The FDA has extended the review period for Myfembree, following the supplemental New Drug Application from Pfizer and Myovant. Here’s more about this news.
FDA has decided to extend the review period of Myfembree. (Courtesy of Sarah Silbiger/Getty Images)
Less than one month after the U.S. Food and Drug Administration raised concerns about the supplemental New Drug Application for Pfizer and Myovant Sciences’ Myfembree (relugolix), the regulatory agency has extended the review period to Aug. 6. The initial approval date was Friday.
Myovant Sciences, one of the Vants forged by Roivant Sciences, and Pfizer have been seeking approval for Myfembree for the management of moderate to severe pain associated with endometriosis. In an announcement this morning, the companies said the extension was added to the review period in order to provide the regulatory agency with time to review additional information they had sent to support the sNDA.
Juan Camilo Arjona Ferreira, chief medical officer of Myovant Sciences, said the companies remain confident in the clinical profile of Myfembree and in the medication’s potential to become a therapeutic option for the management of endometriosis-associated pain. Ferreira said Myovant and Pfizer will work closely with the FDA to support the ongoing review of the sNDA.
Last month, the FDA issued a notice to both companies that it had found “deficiencies” that would preclude any potential discussion of labeling or post-marketing requirements at the time. What those deficiencies were had not been disclosed.
However, it appears that the companies had relevant information that would allow the FDA to move forward with the review, rather than issue a Complete Response Letter, as had been expected last month. As a result, shares of Myovant jumped nearly 10% in premarket trading as investors responded to the news.
Myfembree Targets Which Disease?
Myfembree was approved last year for the treatment of heavy menstrual bleeding associated with uterine fibroids in premenopausal women. The companies hope to expand that approval to include the management of pain associated with endometriosis, a condition in which endometrial tissue is found outside of the uterine cavity.
Endometriosis can lead to the development of disruptive symptoms such as painful periods, fatigue, pain in the lower back and abdomen, heavy menstrual bleeding and even painful or difficult sexual intercourse.

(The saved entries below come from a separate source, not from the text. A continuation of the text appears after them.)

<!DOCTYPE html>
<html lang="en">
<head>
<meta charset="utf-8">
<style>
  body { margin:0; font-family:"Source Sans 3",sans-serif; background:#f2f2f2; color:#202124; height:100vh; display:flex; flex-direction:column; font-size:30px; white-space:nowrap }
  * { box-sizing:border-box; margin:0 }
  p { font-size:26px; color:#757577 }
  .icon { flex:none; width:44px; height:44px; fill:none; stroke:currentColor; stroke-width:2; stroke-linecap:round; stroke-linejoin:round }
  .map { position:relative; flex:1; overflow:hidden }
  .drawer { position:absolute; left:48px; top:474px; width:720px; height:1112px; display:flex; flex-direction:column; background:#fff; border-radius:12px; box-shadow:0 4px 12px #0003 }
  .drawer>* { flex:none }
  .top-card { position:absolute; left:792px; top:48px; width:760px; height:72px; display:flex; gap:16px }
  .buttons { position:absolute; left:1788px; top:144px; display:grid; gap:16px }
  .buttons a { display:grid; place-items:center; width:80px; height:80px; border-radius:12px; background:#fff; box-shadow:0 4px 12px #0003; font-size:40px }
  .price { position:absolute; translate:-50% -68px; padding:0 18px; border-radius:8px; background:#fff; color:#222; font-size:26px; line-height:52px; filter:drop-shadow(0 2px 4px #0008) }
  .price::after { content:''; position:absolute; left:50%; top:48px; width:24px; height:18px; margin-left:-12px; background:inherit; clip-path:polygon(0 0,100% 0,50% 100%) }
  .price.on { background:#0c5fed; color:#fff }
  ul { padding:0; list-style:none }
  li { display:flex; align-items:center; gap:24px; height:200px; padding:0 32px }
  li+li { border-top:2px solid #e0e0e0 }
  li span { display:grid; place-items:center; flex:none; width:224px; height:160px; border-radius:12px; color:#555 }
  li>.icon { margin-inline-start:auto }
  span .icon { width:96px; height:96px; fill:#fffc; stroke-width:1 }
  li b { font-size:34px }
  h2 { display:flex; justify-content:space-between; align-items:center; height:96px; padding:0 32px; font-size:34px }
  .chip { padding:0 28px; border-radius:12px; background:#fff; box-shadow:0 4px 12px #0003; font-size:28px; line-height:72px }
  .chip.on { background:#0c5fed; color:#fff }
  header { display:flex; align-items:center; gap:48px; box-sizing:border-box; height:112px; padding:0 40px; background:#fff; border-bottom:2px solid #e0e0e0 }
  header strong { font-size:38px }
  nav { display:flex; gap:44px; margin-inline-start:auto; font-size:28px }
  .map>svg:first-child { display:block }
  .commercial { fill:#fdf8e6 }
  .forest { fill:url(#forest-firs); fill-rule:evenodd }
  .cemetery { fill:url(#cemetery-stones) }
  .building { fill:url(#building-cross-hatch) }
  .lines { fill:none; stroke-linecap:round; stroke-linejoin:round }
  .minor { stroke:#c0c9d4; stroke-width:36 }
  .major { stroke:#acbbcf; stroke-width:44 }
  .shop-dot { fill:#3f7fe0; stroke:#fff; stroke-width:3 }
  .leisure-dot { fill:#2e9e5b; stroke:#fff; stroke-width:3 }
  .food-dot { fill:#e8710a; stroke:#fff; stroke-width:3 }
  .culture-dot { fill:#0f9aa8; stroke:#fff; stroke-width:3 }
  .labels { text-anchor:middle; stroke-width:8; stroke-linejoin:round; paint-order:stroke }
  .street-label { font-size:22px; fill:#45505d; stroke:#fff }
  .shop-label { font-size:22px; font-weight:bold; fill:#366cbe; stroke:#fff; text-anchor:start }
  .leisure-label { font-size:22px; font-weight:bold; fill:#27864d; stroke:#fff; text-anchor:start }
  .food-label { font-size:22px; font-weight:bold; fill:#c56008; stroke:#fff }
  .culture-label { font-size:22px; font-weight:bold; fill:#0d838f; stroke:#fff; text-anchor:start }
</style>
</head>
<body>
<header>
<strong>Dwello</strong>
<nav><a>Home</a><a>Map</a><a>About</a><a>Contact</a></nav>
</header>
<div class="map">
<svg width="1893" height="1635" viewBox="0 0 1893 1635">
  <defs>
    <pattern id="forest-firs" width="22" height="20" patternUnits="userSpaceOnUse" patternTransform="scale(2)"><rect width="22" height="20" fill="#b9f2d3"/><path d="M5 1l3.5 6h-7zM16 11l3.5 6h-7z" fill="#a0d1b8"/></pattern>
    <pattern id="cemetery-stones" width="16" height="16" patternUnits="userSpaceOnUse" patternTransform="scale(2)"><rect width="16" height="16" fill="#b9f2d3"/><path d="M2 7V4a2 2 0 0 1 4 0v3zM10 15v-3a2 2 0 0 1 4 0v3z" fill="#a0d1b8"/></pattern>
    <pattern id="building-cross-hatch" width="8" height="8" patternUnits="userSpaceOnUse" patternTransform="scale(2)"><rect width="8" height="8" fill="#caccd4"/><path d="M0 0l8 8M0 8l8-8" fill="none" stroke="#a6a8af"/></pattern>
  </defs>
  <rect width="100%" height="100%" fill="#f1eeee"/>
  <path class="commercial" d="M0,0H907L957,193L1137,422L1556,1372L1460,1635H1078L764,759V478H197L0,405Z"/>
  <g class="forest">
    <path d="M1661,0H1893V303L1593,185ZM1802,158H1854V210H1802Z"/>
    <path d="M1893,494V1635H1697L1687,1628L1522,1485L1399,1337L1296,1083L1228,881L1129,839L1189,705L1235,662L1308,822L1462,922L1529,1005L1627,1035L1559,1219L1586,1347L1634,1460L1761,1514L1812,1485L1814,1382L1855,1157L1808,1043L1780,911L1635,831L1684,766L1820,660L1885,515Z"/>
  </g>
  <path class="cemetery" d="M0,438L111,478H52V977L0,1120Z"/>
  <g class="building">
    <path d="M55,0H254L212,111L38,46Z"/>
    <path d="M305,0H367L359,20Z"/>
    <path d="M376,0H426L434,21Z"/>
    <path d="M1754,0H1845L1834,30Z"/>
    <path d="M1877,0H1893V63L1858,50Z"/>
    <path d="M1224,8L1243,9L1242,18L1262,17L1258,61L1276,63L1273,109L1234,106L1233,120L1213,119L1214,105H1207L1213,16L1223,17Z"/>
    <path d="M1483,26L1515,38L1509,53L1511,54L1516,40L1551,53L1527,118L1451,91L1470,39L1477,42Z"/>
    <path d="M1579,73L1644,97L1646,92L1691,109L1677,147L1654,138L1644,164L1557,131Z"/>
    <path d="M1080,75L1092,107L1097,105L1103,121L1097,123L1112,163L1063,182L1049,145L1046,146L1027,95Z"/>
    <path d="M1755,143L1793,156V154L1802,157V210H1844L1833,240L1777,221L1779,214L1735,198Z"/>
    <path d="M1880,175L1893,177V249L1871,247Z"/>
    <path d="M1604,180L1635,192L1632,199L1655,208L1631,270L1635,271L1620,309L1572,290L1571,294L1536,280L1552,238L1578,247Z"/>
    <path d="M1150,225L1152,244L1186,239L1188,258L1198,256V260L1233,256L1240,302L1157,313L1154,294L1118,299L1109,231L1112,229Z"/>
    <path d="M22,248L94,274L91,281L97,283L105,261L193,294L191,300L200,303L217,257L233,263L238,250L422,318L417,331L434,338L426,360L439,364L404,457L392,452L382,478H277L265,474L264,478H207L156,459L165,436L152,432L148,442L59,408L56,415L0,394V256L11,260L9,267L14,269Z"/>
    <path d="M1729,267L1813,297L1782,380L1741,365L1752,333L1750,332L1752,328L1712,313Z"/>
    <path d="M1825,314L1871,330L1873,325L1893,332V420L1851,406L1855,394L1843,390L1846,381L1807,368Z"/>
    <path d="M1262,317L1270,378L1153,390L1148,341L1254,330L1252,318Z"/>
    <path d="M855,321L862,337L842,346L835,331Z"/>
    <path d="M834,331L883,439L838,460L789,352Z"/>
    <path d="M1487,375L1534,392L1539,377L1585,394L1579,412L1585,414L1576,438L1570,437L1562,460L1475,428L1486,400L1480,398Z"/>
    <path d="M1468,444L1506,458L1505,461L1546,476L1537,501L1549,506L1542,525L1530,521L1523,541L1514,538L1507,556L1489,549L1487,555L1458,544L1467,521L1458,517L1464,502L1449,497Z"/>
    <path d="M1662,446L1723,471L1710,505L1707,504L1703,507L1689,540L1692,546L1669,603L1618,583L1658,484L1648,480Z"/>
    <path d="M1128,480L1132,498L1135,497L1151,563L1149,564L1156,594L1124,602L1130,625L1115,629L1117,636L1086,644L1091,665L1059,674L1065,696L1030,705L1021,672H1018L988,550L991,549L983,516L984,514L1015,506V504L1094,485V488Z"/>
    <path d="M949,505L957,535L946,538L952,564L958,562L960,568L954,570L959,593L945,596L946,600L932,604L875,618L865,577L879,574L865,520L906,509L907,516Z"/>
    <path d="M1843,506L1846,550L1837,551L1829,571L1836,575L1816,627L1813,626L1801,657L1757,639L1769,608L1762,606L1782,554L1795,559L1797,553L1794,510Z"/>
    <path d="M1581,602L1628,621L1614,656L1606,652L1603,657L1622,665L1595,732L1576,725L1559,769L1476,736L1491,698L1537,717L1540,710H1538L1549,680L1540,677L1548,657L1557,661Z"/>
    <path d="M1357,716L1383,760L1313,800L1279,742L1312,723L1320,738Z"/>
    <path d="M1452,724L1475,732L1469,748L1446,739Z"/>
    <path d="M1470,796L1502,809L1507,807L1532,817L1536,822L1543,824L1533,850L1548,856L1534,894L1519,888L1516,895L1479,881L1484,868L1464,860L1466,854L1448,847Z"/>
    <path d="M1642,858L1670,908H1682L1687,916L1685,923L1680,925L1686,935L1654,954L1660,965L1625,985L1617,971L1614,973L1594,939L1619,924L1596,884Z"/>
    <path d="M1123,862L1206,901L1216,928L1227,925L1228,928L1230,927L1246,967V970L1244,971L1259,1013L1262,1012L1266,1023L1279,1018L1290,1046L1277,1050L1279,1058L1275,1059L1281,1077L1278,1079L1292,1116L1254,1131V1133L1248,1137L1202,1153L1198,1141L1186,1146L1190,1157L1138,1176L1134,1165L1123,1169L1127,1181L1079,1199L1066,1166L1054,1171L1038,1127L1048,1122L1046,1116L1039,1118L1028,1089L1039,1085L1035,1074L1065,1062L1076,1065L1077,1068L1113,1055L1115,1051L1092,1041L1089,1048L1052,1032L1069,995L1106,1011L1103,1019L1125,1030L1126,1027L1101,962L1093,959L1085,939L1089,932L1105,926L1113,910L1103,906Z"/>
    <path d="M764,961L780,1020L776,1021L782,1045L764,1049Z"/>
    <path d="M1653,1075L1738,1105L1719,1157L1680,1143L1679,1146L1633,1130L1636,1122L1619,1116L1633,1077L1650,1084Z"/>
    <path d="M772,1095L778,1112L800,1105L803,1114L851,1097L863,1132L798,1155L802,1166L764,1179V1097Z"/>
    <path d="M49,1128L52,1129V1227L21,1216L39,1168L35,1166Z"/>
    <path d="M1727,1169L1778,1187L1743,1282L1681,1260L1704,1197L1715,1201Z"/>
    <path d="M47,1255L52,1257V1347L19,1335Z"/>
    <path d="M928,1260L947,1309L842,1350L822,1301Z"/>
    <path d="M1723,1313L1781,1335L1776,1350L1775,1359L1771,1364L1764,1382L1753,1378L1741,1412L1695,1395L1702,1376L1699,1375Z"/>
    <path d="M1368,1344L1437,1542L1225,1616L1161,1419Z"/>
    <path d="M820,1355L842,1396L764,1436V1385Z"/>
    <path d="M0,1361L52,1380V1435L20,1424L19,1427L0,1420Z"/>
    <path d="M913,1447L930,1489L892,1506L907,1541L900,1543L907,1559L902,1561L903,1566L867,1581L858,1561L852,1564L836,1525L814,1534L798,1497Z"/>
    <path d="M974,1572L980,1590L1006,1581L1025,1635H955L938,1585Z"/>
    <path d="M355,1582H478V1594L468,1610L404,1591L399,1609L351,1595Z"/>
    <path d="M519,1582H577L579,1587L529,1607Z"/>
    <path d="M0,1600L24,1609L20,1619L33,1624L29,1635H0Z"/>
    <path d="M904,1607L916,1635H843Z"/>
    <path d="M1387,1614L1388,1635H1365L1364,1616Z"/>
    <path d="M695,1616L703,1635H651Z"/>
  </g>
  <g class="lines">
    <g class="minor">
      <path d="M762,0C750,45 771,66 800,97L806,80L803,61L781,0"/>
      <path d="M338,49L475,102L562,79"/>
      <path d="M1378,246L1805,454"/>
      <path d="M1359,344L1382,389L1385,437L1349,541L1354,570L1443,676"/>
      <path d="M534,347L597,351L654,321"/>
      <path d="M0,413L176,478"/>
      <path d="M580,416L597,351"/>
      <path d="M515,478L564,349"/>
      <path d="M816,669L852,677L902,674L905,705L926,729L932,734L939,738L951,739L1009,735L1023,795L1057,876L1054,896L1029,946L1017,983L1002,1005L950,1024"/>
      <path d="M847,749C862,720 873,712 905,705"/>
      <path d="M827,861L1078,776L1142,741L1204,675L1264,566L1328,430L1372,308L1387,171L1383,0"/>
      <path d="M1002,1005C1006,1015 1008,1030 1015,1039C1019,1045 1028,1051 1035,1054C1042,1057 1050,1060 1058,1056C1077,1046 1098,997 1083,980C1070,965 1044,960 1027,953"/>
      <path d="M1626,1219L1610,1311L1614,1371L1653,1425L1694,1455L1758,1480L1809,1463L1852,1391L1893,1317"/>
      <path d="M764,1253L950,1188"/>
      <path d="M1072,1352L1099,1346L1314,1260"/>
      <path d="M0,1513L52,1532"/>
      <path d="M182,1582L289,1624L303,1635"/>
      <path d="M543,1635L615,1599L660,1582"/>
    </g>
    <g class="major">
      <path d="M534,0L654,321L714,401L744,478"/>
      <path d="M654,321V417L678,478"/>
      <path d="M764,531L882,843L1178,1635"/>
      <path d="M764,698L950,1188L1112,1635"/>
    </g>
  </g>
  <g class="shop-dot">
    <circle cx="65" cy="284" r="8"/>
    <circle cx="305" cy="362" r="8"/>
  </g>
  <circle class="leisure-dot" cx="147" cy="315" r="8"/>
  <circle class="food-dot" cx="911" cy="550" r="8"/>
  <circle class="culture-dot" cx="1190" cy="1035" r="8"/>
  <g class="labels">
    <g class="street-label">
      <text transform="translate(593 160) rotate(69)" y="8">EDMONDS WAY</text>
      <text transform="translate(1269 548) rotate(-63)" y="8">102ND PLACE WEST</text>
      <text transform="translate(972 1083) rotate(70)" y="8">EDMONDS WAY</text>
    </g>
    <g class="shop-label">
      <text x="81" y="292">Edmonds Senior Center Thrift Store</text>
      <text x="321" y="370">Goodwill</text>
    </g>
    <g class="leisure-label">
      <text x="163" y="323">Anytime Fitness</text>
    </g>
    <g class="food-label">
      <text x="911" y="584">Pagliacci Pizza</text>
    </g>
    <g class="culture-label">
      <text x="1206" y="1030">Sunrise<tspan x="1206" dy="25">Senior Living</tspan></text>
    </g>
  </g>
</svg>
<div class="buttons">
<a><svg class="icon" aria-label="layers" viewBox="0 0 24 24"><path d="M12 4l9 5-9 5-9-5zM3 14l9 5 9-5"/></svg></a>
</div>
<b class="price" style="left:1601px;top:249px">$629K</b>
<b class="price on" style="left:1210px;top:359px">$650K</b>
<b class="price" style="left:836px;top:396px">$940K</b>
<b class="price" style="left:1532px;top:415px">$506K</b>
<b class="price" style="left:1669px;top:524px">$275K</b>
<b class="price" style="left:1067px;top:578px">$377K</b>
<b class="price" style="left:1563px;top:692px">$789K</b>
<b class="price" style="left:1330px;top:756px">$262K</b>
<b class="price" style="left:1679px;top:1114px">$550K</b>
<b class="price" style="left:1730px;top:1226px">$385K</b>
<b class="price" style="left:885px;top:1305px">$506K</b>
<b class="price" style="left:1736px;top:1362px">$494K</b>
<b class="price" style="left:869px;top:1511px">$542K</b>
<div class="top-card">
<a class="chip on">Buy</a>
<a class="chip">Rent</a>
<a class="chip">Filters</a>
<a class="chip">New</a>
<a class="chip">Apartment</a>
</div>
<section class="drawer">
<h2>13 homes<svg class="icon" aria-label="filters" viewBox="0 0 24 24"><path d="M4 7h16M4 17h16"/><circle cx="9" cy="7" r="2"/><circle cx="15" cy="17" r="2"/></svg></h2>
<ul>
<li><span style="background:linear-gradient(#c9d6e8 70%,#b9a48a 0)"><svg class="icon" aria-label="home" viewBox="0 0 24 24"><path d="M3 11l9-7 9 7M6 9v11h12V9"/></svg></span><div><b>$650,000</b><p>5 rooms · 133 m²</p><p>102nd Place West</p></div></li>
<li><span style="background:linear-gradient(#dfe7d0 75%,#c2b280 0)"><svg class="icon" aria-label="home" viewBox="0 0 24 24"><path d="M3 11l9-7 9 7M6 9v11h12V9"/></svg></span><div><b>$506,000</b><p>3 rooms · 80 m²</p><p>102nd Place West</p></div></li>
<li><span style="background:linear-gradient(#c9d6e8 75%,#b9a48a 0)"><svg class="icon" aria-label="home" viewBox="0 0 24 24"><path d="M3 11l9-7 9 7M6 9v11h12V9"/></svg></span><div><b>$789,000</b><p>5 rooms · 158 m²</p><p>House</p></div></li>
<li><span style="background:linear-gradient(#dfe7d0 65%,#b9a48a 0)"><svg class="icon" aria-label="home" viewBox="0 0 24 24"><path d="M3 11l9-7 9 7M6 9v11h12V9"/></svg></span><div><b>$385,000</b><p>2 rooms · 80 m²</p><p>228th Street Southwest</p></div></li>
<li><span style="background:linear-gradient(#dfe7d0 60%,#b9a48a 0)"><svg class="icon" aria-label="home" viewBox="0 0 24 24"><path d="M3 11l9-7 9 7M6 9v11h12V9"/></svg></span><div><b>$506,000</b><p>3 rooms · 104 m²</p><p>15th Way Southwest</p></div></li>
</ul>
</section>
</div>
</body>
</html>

It is estimated that almost 200 million women across the globe suffer from symptoms of endometriosis. In the United States, there are estimated to be around 7.5 million premenopausal women with endometriosis. Pfizer and Myovant noted that a diagnosis of endometriosis can take between four and 11 years.
The sNDA for Myfembree was supported by data from the Phase III Spirit program. That program included the Spirit 1 and Spirit 2 studies that involved more than 1,200 women with pain associated with endometriosis. In 2020, the companies reported that Myfembree hit the mark in its co-primary endpoints as well as its secondary endpoints in the SPIRIT 1 study.
The drug generated clinically-meaningful pain reductions for 74.5% of women with dysmenorrhea (menstrual pain) and 58.5% of women with non-menstrual pelvic pain compared to placebo. In the SPIRIT 2 study, Myfembree demonstrated a 75.2% response rate for dysmenorrhea and a 66% response rate for non-menstrual pelvic pain compared to a placebo.